A strategy today that is gaining significant management attention is the off-shoring of work. Many companies have experimented with sending work overseas and a number of global companies have set up centers to execute work in countries that have lower wage rates or better availability of highly educated professionals. However, as seen in this past Presidential election, this subject is highly sensitive and political. Bill Wallisch, a senior consultant to major companies like General Mills and Coca-Cola, calls off-shoring "the big whisper. Everyone is talking about it, but in very sensitive and measured tones."

A number of companies have chosen to off-shore certain areas of their information, software development and support, benefits and financial services functions. However to date, the food manufacturing industry is taking a slow approach to off-shoring its engineering work. Several companies have trial projects underway with overseas engineering services firms-most in generic skills or administration areas. Others are experimenting with leveraging their own internal international structures to augment their US capabilities and gain some cost efficiencies. Another approach has been to leverage work completed by US engineering services firms by having work completed in their international offices, where rates are less than US offices. In fact, several large US engineering services firms have offices or joint ventures in Chile, Romania and other Eastern European countries, as well as India and China.

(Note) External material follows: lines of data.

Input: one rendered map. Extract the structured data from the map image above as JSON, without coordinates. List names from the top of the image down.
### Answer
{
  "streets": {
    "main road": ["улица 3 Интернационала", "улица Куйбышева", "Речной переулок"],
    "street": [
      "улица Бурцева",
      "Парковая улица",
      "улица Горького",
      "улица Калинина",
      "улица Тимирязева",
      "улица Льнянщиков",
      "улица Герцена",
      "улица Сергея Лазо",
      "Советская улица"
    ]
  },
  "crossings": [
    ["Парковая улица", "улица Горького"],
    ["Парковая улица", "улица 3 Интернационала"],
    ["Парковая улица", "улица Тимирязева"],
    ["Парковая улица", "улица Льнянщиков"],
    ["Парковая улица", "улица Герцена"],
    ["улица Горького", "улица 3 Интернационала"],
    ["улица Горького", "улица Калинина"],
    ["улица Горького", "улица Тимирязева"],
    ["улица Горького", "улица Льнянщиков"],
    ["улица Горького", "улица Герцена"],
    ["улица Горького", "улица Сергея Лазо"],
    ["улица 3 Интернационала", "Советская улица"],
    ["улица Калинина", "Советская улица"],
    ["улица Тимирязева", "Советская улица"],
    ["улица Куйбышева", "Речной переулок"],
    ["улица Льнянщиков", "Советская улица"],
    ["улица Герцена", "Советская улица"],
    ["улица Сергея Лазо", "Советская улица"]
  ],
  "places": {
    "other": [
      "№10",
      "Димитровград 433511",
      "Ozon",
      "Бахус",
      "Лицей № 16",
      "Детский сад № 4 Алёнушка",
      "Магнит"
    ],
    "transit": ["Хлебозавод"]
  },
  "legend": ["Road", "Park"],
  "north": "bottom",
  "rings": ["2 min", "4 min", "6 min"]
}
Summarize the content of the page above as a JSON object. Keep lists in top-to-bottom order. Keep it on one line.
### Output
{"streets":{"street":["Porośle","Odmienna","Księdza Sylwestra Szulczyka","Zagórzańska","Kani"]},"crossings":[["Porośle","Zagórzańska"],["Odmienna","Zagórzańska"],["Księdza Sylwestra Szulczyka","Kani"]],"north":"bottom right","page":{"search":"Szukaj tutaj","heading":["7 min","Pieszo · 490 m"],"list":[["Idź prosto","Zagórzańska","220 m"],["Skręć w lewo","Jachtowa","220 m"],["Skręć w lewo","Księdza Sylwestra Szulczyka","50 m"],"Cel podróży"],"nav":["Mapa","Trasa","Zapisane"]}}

At this point, all of the food industry trials are reported to be in the evaluation stages. There is also a growing concern on the protection of food companies' intellectual property and operational efficiencies. Even when there are legal agreements in place, it may be difficult to keep the proprietary knowledge controlled in large organizations where the information can move instantly. Secondly, it is clearly understood that low rates do not translate into lower engineering costs if you cannot achieve the efficiencies and quality of the work. No one expects to see a short-term payback from off-shoring due to the startup/training/coordination costs and the resulting inefficiencies. The current estimates are for a three-to-five year payback over in-house engineering.